TASK [check if the immortal subjects db with CouchDB exists?] ******************
Tuesday 14 June 2016  16:33:51 +0200 (0:00:00.060)       0:00:00.340 **********
ok: [ansible]

TASK [create immortal subjects db with CouchDB] ********************************
Tuesday 14 June 2016  16:33:51 +0200 (0:00:00.329)       0:00:00.670 **********
ok: [ansible]

TASK [recreate the "full" index on the "auth" database] ************************
Tuesday 14 June 2016  16:33:52 +0200 (0:00:00.166)       0:00:00.837 **********
ok: [ansible]

TASK [recreate necessary "auth" keys] ******************************************
Tuesday 14 June 2016  16:33:52 +0200 (0:00:00.162)       0:00:01.000 **********
ok: [ansible] => (item=guest)
ok: [ansible] => (item=whisk.system)

PLAY RECAP *********************************************************************
ansible                    : ok=6    changed=0    unreachable=0    failed=0

Database backups

Backups are essential for running a production system of any sort and size. replicateDbs.py provides an easy to use interface that uses CouchDBs replication mechanism to create snapshot replications, continuous replications and a mechanism to play a snapshot back into the production system.

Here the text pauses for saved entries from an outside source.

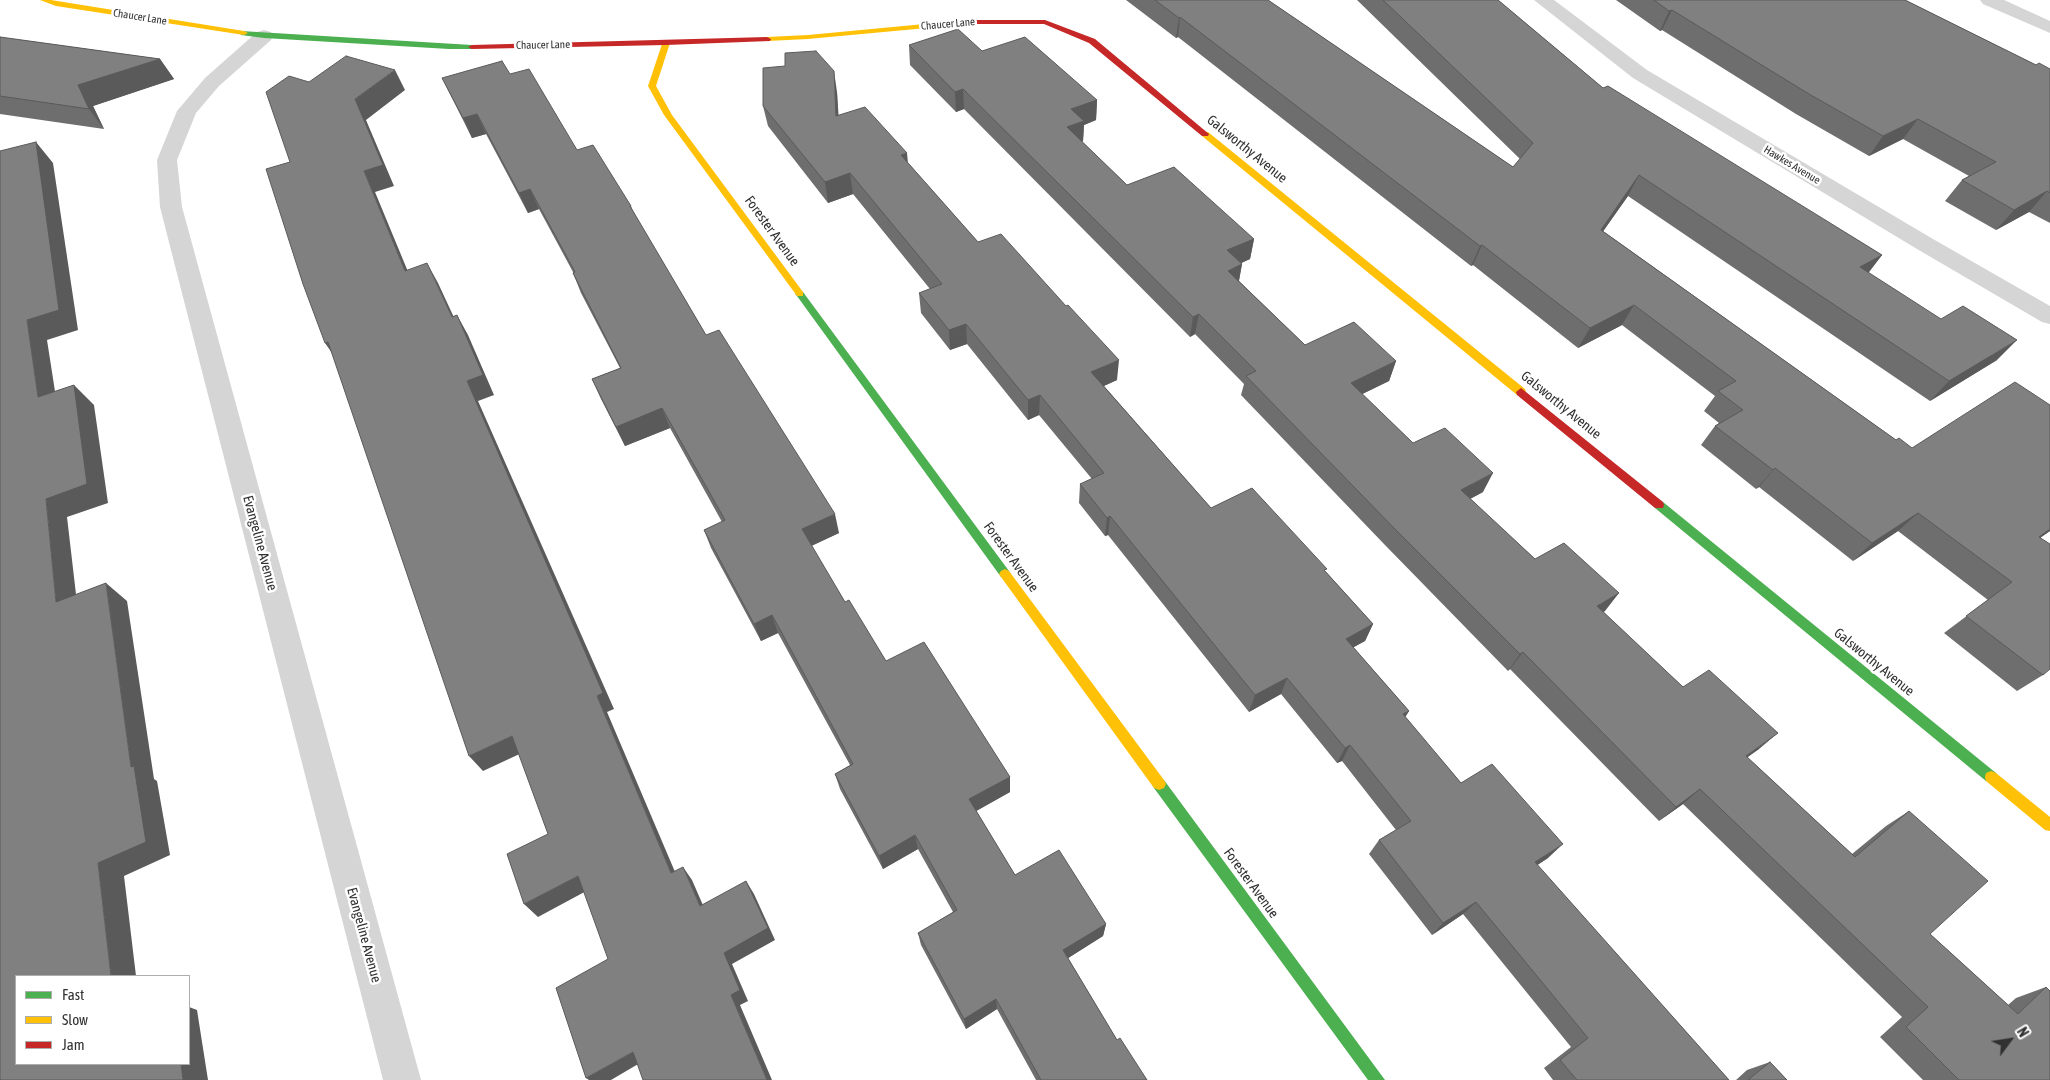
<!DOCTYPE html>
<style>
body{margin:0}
#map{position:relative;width:2050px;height:1080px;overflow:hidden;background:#fff;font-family:"Asap Condensed",sans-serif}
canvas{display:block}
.legend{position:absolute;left:15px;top:975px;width:175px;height:90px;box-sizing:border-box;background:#fff;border:1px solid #adadad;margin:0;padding:6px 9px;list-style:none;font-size:15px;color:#313131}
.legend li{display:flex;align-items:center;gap:10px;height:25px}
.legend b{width:25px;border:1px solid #adadad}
.north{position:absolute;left:1985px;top:1015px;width:50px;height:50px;-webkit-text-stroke:4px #fff;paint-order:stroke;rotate:59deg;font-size:14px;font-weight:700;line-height:20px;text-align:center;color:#313131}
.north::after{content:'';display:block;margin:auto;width:18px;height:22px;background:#313131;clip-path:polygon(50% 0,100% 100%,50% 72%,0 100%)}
</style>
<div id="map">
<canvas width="2050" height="1080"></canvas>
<ul class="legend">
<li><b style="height:6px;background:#4caf50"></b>Fast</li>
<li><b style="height:6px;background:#ffc107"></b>Slow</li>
<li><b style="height:6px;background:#c62828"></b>Jam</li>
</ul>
<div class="north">N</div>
</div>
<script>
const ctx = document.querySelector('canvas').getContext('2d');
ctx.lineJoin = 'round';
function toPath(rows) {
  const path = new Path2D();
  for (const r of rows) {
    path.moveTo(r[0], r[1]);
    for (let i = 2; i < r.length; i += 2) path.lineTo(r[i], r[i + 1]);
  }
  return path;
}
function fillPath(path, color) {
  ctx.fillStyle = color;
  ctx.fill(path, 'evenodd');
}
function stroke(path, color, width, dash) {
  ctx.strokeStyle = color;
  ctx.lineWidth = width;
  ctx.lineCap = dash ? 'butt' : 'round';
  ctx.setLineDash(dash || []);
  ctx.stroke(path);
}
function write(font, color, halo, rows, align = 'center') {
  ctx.font = font + ' "Asap Condensed",sans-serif';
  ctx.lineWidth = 5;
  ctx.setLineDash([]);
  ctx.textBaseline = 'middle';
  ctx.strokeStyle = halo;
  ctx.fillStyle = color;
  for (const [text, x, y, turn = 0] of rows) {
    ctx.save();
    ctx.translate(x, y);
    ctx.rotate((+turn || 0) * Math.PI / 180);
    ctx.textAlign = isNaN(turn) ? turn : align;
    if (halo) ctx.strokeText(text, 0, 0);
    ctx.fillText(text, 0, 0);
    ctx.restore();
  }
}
const street = toPath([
 [1534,0,1554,0,1647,70,1933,239,2050,306,2050,324,2042,322,1917,249,1633,78,1534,0],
 [1980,0,2004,0,2050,21,2050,33,1983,4,1980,0],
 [264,30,271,32,273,36,271,40,219,86,196,113,177,160,182,207,421,1080,383,1080,160,207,157,160,177,111,205,78,257,32,264,30]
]);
const fast = toPath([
 [241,31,472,45,476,47,472,49,449,49,264,38,241,35,241,31],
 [800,291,803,292,1009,571,1011,574,1009,577,1001,577,797,296,795,294,800,291],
 [1659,501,1663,502,1996,773,1997,777,1996,781,1991,783,1986,781,1655,508,1654,505,1655,502,1659,501],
 [1159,778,1164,780,1385,1080,1368,1080,1154,788,1152,784,1154,780,1159,778]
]);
const slow = toPath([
 [40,0,51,0,244,31,248,33,244,35,56,6,40,0],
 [967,20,971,22,970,24,808,39,767,41,763,39,767,37,808,35,967,20],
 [663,41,670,43,656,86,672,115,803,292,803,296,797,296,664,115,648,86,663,41],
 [1202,132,1208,132,1525,389,1526,392,1525,395,1517,395,1202,136,1202,132],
 [1005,569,1009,571,1164,780,1166,784,1164,788,1159,790,1154,788,1001,577,999,574,1001,571,1005,569],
 [1991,771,1996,773,2050,817,2050,831,2045,830,1986,781,1985,777,1986,773,1991,771]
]);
const jam = toPath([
 [964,20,1045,20,1095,39,1209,134,1208,136,1202,136,1089,43,1044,24,967,24,963,22,964,20],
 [767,37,771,39,770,41,666,45,472,49,468,47,472,45,767,37],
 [1521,388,1663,502,1664,505,1663,508,1655,508,1517,395,1516,392,1521,388]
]);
const wall = toPath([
 [1126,0,1268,0,1513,167,1520,159,1357,0,1498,0,1603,88,1882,255,1868,273,1997,360,1930,401,1628,196,1603,231,1896,440,1912,448,2050,531,2041,537,2043,675,2017,691,1944,633,1988,600,1898,531,1853,561,1759,487,1756,489,1701,445,1715,426,1719,423,1704,411,1715,396,1622,325,1578,348,1473,265,1471,266,1178,37,1176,38],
 [1616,0,1905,0,2036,65,2050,69,2050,223,2029,212,1996,230,1945,201,1962,180,1969,176,1903,139,1869,156,1796,114,1662,30,1660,31],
 [0,37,160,59,174,79,93,106,104,129,0,114],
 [909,45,982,51,1097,100,1096,120,1084,125,1083,141,1082,142,1127,185,1254,239,1250,259,1241,263,1242,264,1239,281,1305,345,1396,361,1389,381,1362,394,1413,443,1483,492,1470,499,1535,559,1605,611,1603,612,1683,687,1759,749,1747,757,1852,854,1886,826,1909,811,1930,934,2008,1005,2016,998,2046,987,2050,1080,1923,1080,1880,1037,1902,1017,1683,804,1659,821,1510,669,1508,671,1384,544,1241,395,1244,384,1195,334,1190,337,964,109,956,112,910,65],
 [510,74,577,150,631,206,634,214,706,335,839,533,811,546,845,602,886,661,1010,777,1010,792,976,811,1015,875,1106,924,1103,936,1068,958,1117,1040,1147,1080,1036,1080,997,1009,966,1029,921,945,918,933,953,912,918,849,883,869,840,789,835,774,850,765,778,633,761,641,711,548,704,530,722,522,670,428,625,446,601,399,592,379,620,368,581,293,573,273,573,272,539,209,528,213,486,134,472,138,442,78],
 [837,92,838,116,908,163,978,242,1117,380,1104,386,1211,508,1326,572,1373,624,1365,641,1353,647,1409,711,1405,717,1461,783,1548,858,1537,865,1729,1080,1553,1080,1544,1068,1571,1047,1463,914,1432,935,1369,854,1379,840,1396,830,1342,761,1337,763,1281,694,1249,712,1108,535,1105,536,1079,503,1080,484,1092,479,1039,415,1028,420,967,344,950,350,921,313,919,293,930,289,853,194,828,203,768,126,763,106],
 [1770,1062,1787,1080,1736,1080,1747,1070]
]);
const shadedWall = toPath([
 [1672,10,1662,30,1660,31,1669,11],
 [1180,17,1178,37,1176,38,1179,18],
 [160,59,174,79,93,106,104,129,89,109,78,85],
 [395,70,405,90,366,120,394,186,375,192,416,291,405,271,364,171,355,99],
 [834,71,837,92,840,137,836,116],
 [963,89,964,109,956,112,955,92],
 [1097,100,1096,120,1084,125,1083,141,1066,148,1067,127,1071,109],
 [477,114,486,134,472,138,463,118],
 [1918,119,1903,139,1869,156,1883,136],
 [36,142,53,163,78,330,47,340,59,417,38,397,27,320],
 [907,153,909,174,901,155],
 [850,173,853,194,828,203,825,182],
 [1639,175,1628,196,1590,250,1601,230],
 [530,189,539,209,528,213,519,193],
 [2047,191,2029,212,1996,230,2014,210],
 [1254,239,1250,259,1224,271,1227,250],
 [1482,245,1473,265,1471,266,1480,246],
 [1882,255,1866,276,1860,267],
 [427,263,438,283,463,337,452,317],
 [1242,264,1238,285,1228,271],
 [1634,305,1622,325,1578,348,1590,328],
 [1199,314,1195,334,1190,337,1193,317],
 [457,315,468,335,494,395,478,401,614,709,607,712,681,886,671,873,597,696,467,381],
 [966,324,967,344,950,350,949,330],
 [2017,340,1997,360,1930,401,1949,381],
 [328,342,339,363,325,343],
 [1119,360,1117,380,1090,392,1091,372],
 [1396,361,1389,381,1344,403,1351,383],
 [74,385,94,405,108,503,67,517,79,620,56,602,46,499],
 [1040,395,1039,415,1028,420,1028,400],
 [662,408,670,428,625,446,616,427],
 [1775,468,1759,487,1756,489,1773,470],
 [1493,473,1483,492,1451,509,1461,490],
 [1918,513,1898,531,1853,561,1872,543],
 [835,514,839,533,807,548,802,529],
 [1110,516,1108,535,1105,536,1107,518],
 [2050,529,2050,531,2016,555,2039,537],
 [106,583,127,601,154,779,157,781,170,855,124,876,136,976,111,976,98,863,131,767],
 [1619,593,1605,611,1584,624,1597,606],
 [772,615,778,633,761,641,754,624],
 [1373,624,1365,641,1338,656,1346,639],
 [1523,652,1510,669,1508,671,1520,654],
 [1287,678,1281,694,1249,712,1255,695],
 [1409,711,1399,727,1403,714],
 [1778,733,1759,749,1727,772,1746,756],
 [512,736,526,751,483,771,469,756],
 [1350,745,1342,761,1337,763,1345,748],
 [1010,777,1010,792,971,814,969,799],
 [1700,789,1683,804,1659,821,1676,807],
 [915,835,918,849,883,869,879,856],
 [1563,844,1548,858,1521,876,1535,862],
 [683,867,692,880,709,919,700,906],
 [578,876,590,889,538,917,524,904],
 [746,881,754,894,775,940,732,964,748,1001,740,1005,772,1080,767,1080,731,995,724,953],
 [1476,902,1463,914,1432,935,1443,923],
 [1106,924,1103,936,1062,962,1063,950],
 [996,999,997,1009,966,1029,964,1019],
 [189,1007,197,1010,208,1080,183,1080,181,1064,189,1064],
 [633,1052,645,1060,611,1080,589,1080,586,1078]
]);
const building = toPath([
 [1155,0,1268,0,1513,167,1533,143,1383,0,1498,0,1603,88,1608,86,1882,255,1860,267,1941,319,1963,306,2017,340,1949,381,1639,175,1601,230,1896,440,1899,438,1912,448,2015,382,2050,405,2050,529,2039,537,2050,544,2050,669,2043,675,1966,616,2012,582,1918,513,1872,543,1775,468,1773,470,1715,426,1743,410,1718,391,1736,381,1634,305,1590,328,1482,245,1480,246,1180,17,1179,18,1155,0],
 [1654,0,1905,0,2036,65,2039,63,2050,69,2050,193,2047,191,2014,210,1962,180,1996,162,1918,119,1883,136,1809,94,1672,10,1669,11,1654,0],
 [958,29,982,51,1025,37,1097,100,1071,109,1084,121,1067,127,1127,185,1174,167,1254,239,1227,250,1242,264,1228,271,1305,345,1354,322,1396,361,1351,383,1413,443,1445,428,1493,473,1461,490,1535,559,1564,543,1619,593,1597,606,1683,687,1709,670,1778,733,1746,756,1855,857,1909,811,1988,881,1930,934,2018,1014,2046,987,2050,991,2050,1080,1959,1080,1906,1027,1928,1007,1700,789,1676,807,1523,652,1520,654,1392,526,1246,376,1256,371,1199,314,1193,317,963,89,955,92,909,45,958,29],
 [0,37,160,59,78,85,89,109,0,96,0,37],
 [816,51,834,71,836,116,865,107,907,153,901,155,978,242,1001,234,1066,306,1068,305,1119,360,1091,372,1211,508,1252,488,1327,569,1324,570,1373,624,1346,639,1409,711,1403,714,1461,783,1492,764,1563,844,1535,862,1729,1080,1577,1080,1560,1060,1588,1038,1476,902,1443,923,1379,840,1411,821,1350,745,1345,748,1287,678,1255,695,1110,516,1107,518,1080,484,1104,473,1040,395,1028,400,966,324,949,330,919,293,942,284,850,173,825,182,763,106,763,68,785,66,785,53,816,51],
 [346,56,395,70,355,99,383,165,364,171,405,271,427,263,452,317,457,315,483,375,467,381,603,693,597,696,671,873,683,867,700,906,746,881,768,928,724,953,740,990,731,995,767,1080,643,1080,633,1052,586,1078,556,988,608,959,578,876,524,904,507,854,548,834,512,736,469,756,328,342,325,343,303,284,266,169,290,162,266,92,289,76,309,82,346,56],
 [502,61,510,74,529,69,577,150,593,145,631,206,630,206,706,335,719,330,835,514,802,529,845,602,849,600,886,661,924,642,1010,777,969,799,1015,875,1059,850,1106,924,1063,950,1117,1040,1120,1038,1147,1080,1041,1080,996,999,964,1019,918,933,957,910,915,835,879,856,835,774,853,764,772,615,754,624,704,530,725,520,662,408,616,427,592,379,621,368,573,273,575,272,530,189,519,193,477,114,463,118,442,78,502,61],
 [36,142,59,310,27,320,38,397,74,385,87,484,46,499,56,602,106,583,131,767,134,766,146,842,98,863,111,976,16,976,16,1064,181,1064,183,1080,0,1080,0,151,36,142],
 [1770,1062,1787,1080,1748,1080,1770,1062]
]);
const farStreetnames = [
 ["Chaucer Lane",140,17,9],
 ["Chaucer Lane",948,24,-5],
 ["Chaucer Lane",543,45,-1],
 ["Hawkes Avenue",1792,165,31]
];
const streetNames = [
 ["Galsworthy Avenue",1247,149,39],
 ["Forester Avenue",772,231,54],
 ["Galsworthy Avenue",1561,405,39],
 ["Evangeline Avenue",260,543,75],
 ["Forester Avenue",1011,557,54],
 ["Galsworthy Avenue",1874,662,39],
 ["Forester Avenue",1251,883,54],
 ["Evangeline Avenue",364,935,75]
];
fillPath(street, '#d5d5d5');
fillPath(fast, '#4caf50');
fillPath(slow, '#ffc107');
fillPath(jam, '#c62828');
fillPath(wall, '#6e6e6e');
fillPath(shadedWall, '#5a5a5a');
fillPath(building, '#808080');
stroke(building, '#5a5a5a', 1);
write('11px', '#313131', '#fff', farStreetnames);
write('14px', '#313131', '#fff', streetNames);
</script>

All commands for replicateDbs.py take two standard parameters:

--sourceDbUrl: Server URL of the source database, that has to be backed up. E.g. ‘https://xxx:yyy@domain.couch.com:443’.
--targetDbUrl: Server URL of the target database, where the backup is stored. Like sourceDbUrl.

Creating a snapshot

To create a snapshot, call replicateDbs.py with the replicate command. It takes 3 parameters:

--dbPrefix: The prefix of all databases that should be backed up.
--expires: Removes all snapshots older than the provided amount of seconds.
--continuous: If specified, the created replication will be continuous.

Using that command will result in a replication for every database that matches the --dbPrefix flag, which is then prefixed with backup_${TIMESTAMP_IN_SECONDS}_. TIMESTAMP_IN_SECONDS is the date of generation, which is also used to determine expired snapshots that should be deleted.

Note: Replications are created asynchronously. The script will exit very fast while the replication could take a while.

Replaying a snapshot

To replay a snapshot, swap --sourceDbUrl and --targetDbUrl and call the script with the replay command. That command takes only 1 parameter: --dbPrefix to determine which backup to play back. Matching databases will be replicated back to the target database with the backup_${TIMESTAMP_IN_SECONDS}_ removed, so they'd look just like the original database.

Database migration to new schema

To reduce the memory consumption in the OpenWhisk controller, all code inlined in action documents has been moved to attachments. This change allows only metadata for actions to be fetched instead of the entire action. Though the OpenWhisk controller supports both mentioned schemas, it is ideal to update existing databases to use the new schema for memory consumption relief.

Run moveCodeToAttachment.py to update actions in an existing database to the new action schema. Two parameters are required:

--dbUrl: Server URL of the database. E.g. ‘https://xxx:yyy@domain.couch.com:443’.
--dbName: Name of the Database to update.